Many people inflate their resumes when they apply for a job. When I’m on the hiring side of the equasion, I tend to frown upon such practices: though I usually don’t care much about references, I do check the outliers. But what I check more is expertise - and that’s something I can’t stand inflation on.

Overly inflated resumes are usually very easy to spot: some-one who just finished university is hardly ever an expert in anything, especially if they’ve opted to reduce the number of internships or have taken internships in companies that basically use interns for the heavy lifting(read: boring work) and routine maintenance (read: debugging legacy spaghetti code) that you don’t want to spend your valuable programmer time on. Yet, most of them seem to think they know everything about everything, especially if they had high grades.

Some psychologists say that you can become good at something if, and only if, you do it for 10,000 hours or more. That usually takes a least five to ten years, at an average of 1,000 to 2,000 hours a year. You might be able to squeeze an extra 1,000 hours out of a year, but at some point, the gained equity is no longer worth the effort. Bref, it takes a certain amount of time to become an expert - but then, you don’t always need an expert: sometimes you need some-one you can train, or some-one who can just to some of the heavy lifting for you, such as writing unit tests or doing routine maintenance.

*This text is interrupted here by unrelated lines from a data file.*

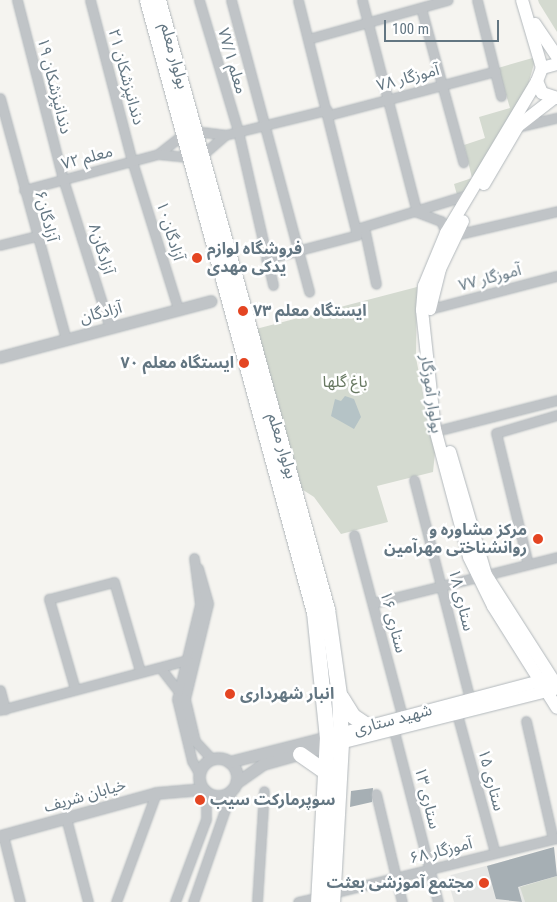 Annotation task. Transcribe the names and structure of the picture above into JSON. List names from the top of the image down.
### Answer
{
  "streets": {
    "main road": ["بولوار معلم", "بولوار آموزگار", "شهید ستاری"],
    "street": [
      "معلم ۷۷/۱",
      "دندانپزشکان ۲۱",
      "آموزگار ۷۸",
      "دندانپزشکان ۱۹",
      "معلم ۷۲",
      "آزادگان۶",
      "آزادگان۱۰",
      "آزادگان۸",
      "۷۷ آموزگار",
      "آزادگان",
      "ستاری ۱۸",
      "ستاری ۱۶",
      "ستاری ۱۵",
      "خیابان شریف",
      "ستاری ۱۳",
      "آموزگار ۶۸"
    ]
  },
  "crossings": [
    ["بولوار معلم", "شهید ستاری"],
    ["بولوار معلم", "آموزگار ۶۸"],
    ["معلم ۷۷/۱", "آموزگار ۷۸"],
    ["دندانپزشکان ۲۱", "معلم ۷۲"],
    ["دندانپزشکان ۲۱", "آزادگان۱۰"],
    ["دندانپزشکان ۱۹", "معلم ۷۲"],
    ["دندانپزشکان ۱۹", "آزادگان۸"],
    ["معلم ۷۲", "آزادگان۶"],
    ["معلم ۷۲", "آزادگان۱۰"],
    ["معلم ۷۲", "آزادگان۸"],
    ["آزادگان۶", "آزادگان"],
    ["آزادگان۱۰", "آزادگان"],
    ["آزادگان۸", "آزادگان"],
    ["۷۷ آموزگار", "بولوار آموزگار"],
    ["بولوار آموزگار", "شهید ستاری"],
    ["ستاری ۱۸", "شهید ستاری"],
    ["ستاری ۱۶", "شهید ستاری"],
    ["شهید ستاری", "ستاری ۱۵"],
    ["شهید ستاری", "خیابان شریف"],
    ["شهید ستاری", "ستاری ۱۳"],
    ["ستاری ۱۵", "آموزگار ۶۸"],
    ["ستاری ۱۳", "آموزگار ۶۸"]
  ],
  "parks": ["باغ گلها"],
  "places": [
    "فروشگاه لوازم یدکی مهدی",
    "ایستگاه معلم ۷۳",
    "ایستگاه معلم ۷۰",
    "مرکز مشاوره و روانشناختی مهرآمین",
    "انبار شهرداری",
    "سوپرمارکت سیب",
    "مجتمع آموزشی بعثت"
  ],
  "scale_bar": "100 m"
} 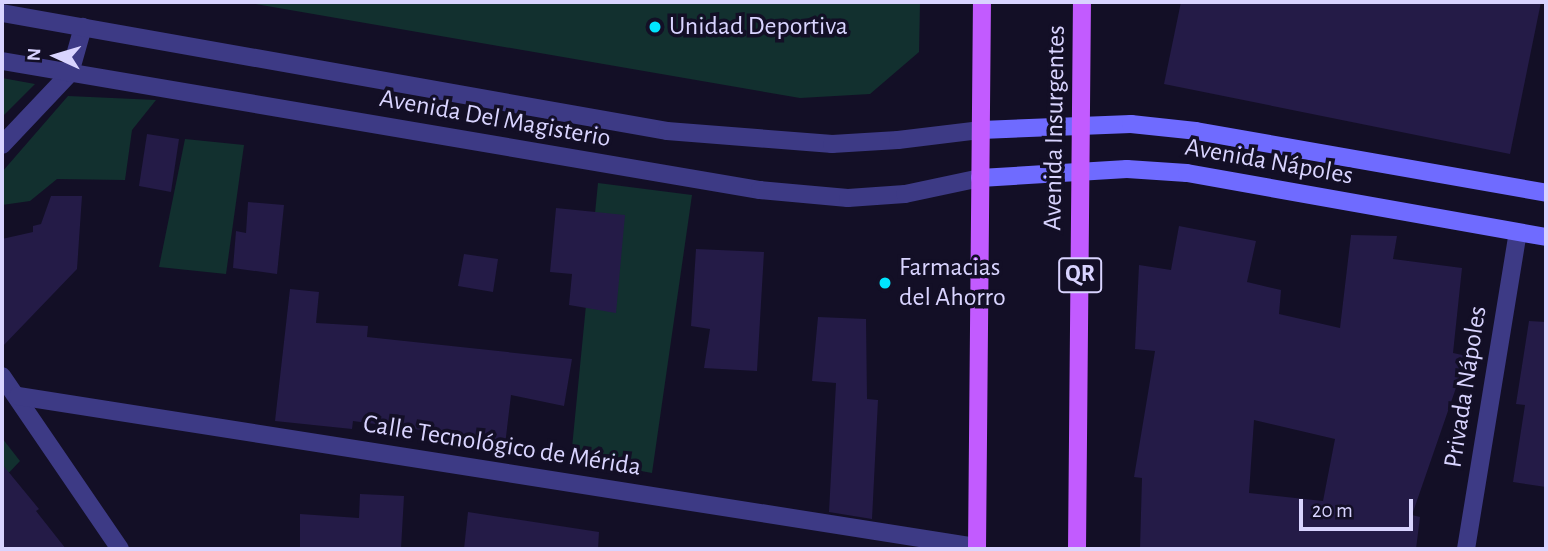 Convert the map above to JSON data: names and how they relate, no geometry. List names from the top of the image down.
{
  "streets": {
    "main road": ["Avenida Insurgentes", "Avenida Nápoles", "QR"],
    "street": ["Avenida Del Magisterio", "Privada Nápoles", "Calle Tecnológico de Mérida"]
  },
  "crossings": [
    ["Avenida Del Magisterio", "Avenida Nápoles"],
    ["Avenida Insurgentes", "Avenida Nápoles"],
    ["Avenida Nápoles", "Privada Nápoles"]
  ],
  "places": ["Unidad Deportiva", "Farmacias del Ahorro"],
  "scale_bar": "20 m",
  "north": "left"
} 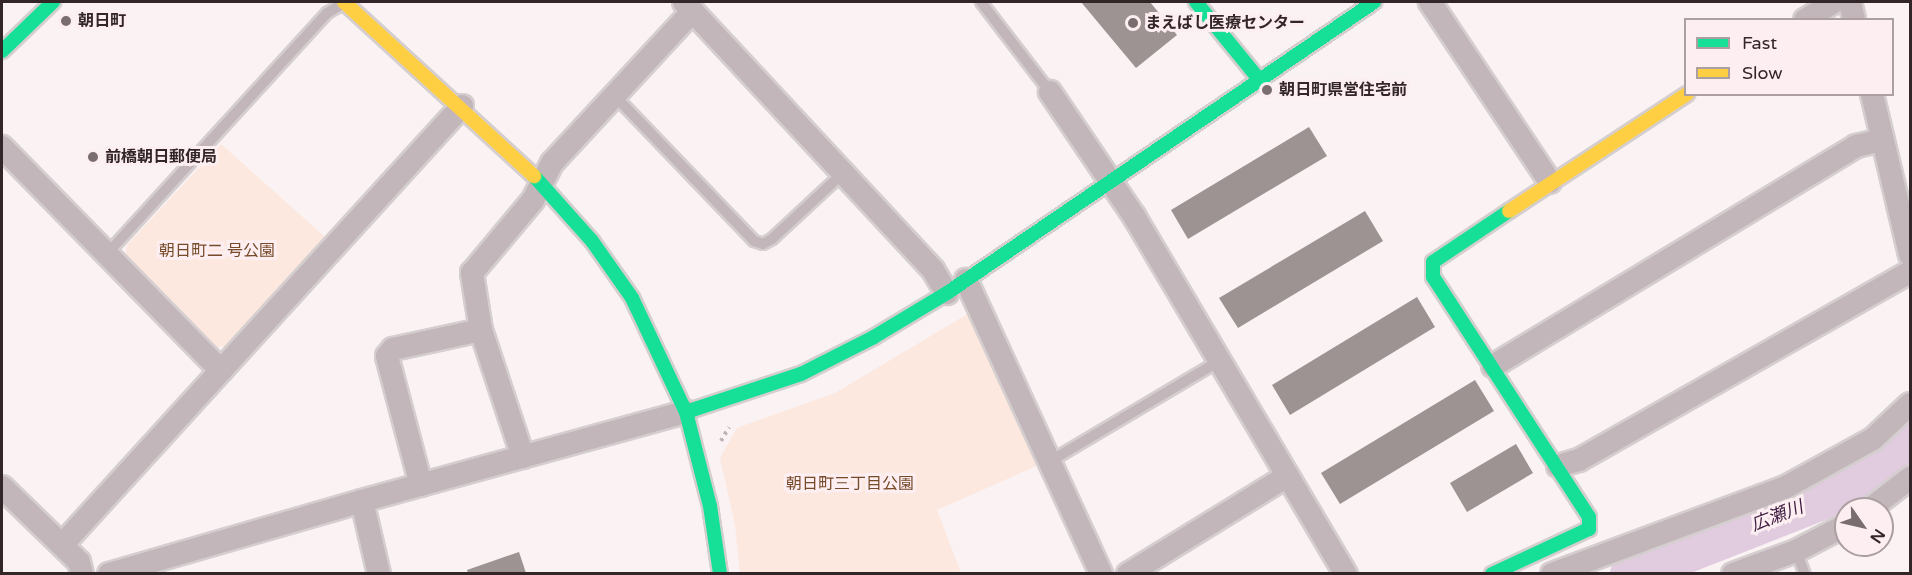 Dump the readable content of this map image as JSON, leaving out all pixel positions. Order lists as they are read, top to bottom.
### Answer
{
  "water": ["広瀬川"],
  "parks": ["朝日町二 号公園", "朝日町三丁目公園"],
  "places": [
    "朝日町",
    "まえばし医療センター",
    "朝日町県営住宅前",
    "前橋朝日郵便局"
  ],
  "legend": ["Fast", "Slow"],
  "north": "bottom right"
} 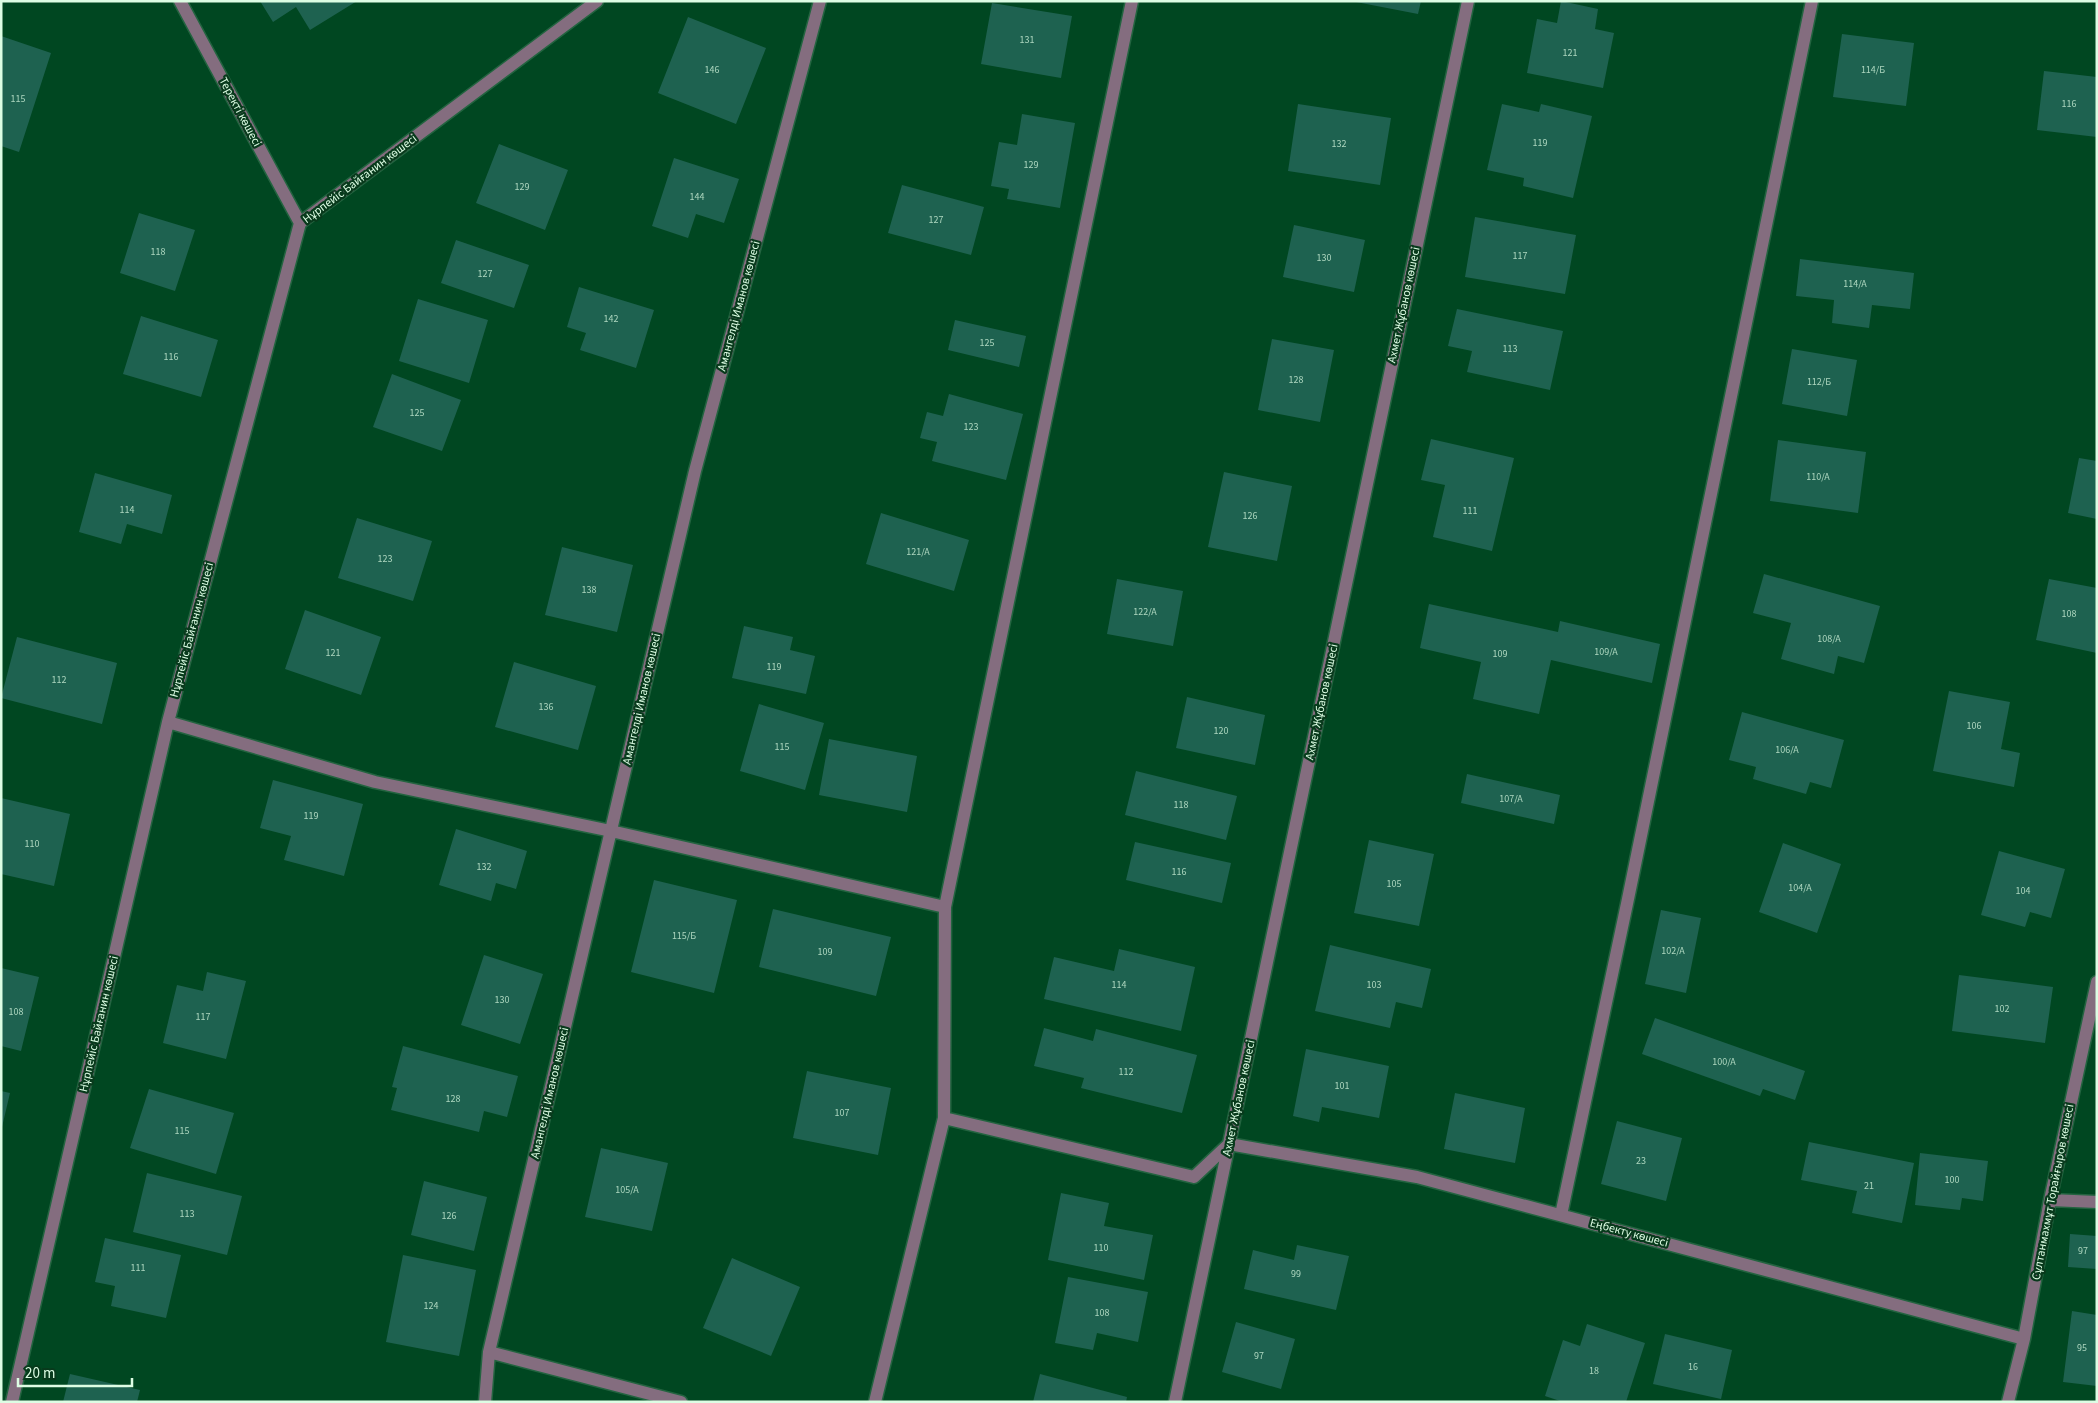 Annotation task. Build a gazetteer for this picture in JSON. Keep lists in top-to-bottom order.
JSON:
{
  "streets": {
    "street": [
      "Теректі көшесі",
      "Нұрпейіс Байғанин көшесі",
      "Ахмет Жұбанов көшесі",
      "Амангелді Иманов көшесі",
      "Сұлтанмахмұт Торайғыров көшесі",
      "Еңбекту көшесі"
    ]
  },
  "crossings": [
    ["Теректі көшесі", "Нұрпейіс Байғанин көшесі"],
    ["Ахмет Жұбанов көшесі", "Еңбекту көшесі"],
    ["Сұлтанмахмұт Торайғыров көшесі", "Еңбекту көшесі"]
  ],
  "house_numbers": [
    "131",
    "121",
    "146",
    "114/Б",
    "115",
    "116",
    "119",
    "132",
    "129",
    "129",
    "144",
    "127",
    "118",
    "117",
    "130",
    "127",
    "114/А",
    "142",
    "125",
    "113",
    "116",
    "128",
    "112/Б",
    "125",
    "123",
    "110/А",
    "114",
    "111",
    "126",
    "121/А",
    "123",
    "138",
    "122/А",
    "108",
    "108/А",
    "109/А",
    "121",
    "109",
    "119",
    "112",
    "136",
    "106",
    "120",
    "115",
    "106/А",
    "107/А",
    "118",
    "119",
    "110",
    "132",
    "116",
    "105",
    "104/А",
    "104",
    "115/Б",
    "102/А",
    "109",
    "114",
    "103",
    "130",
    "102",
    "108",
    "117",
    "100/А",
    "112",
    "101",
    "128",
    "107",
    "115",
    "23",
    "100",
    "21",
    "105/А",
    "113",
    "126",
    "110",
    "97",
    "111",
    "99",
    "124",
    "108",
    "95",
    "97",
    "16",
    "18"
  ],
  "scale_bar": "20 m"
}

Some resumes are inflated in quite a different way, though: adding rsponsibilities and titles on jobs where the actual work was a lot less interesting than the description might have the reader expect. In french, titles have a tendency to over-state the importance of a person anyway. In that sense I am guilty as charged: I was once Directeur des Systèmes d’Information) in a small french company. Though that would translate literally to Director of Information Systems which would imply that I was on the board of directors, the correct translation is Network Administrator and as such, I was not on the board of directors. In the english version of my resume, I use the proper english term - in the french version, I use the title that was given me.

If you want, you can go through my resume (in english or in french) line by line. Every word of it is true and none of it is inflated. In the english version, I use star ratings where in the french version I use words to denote my aptitude in different things related to IT and Software. You’ll note that there aren’t that many five-star ratings in there.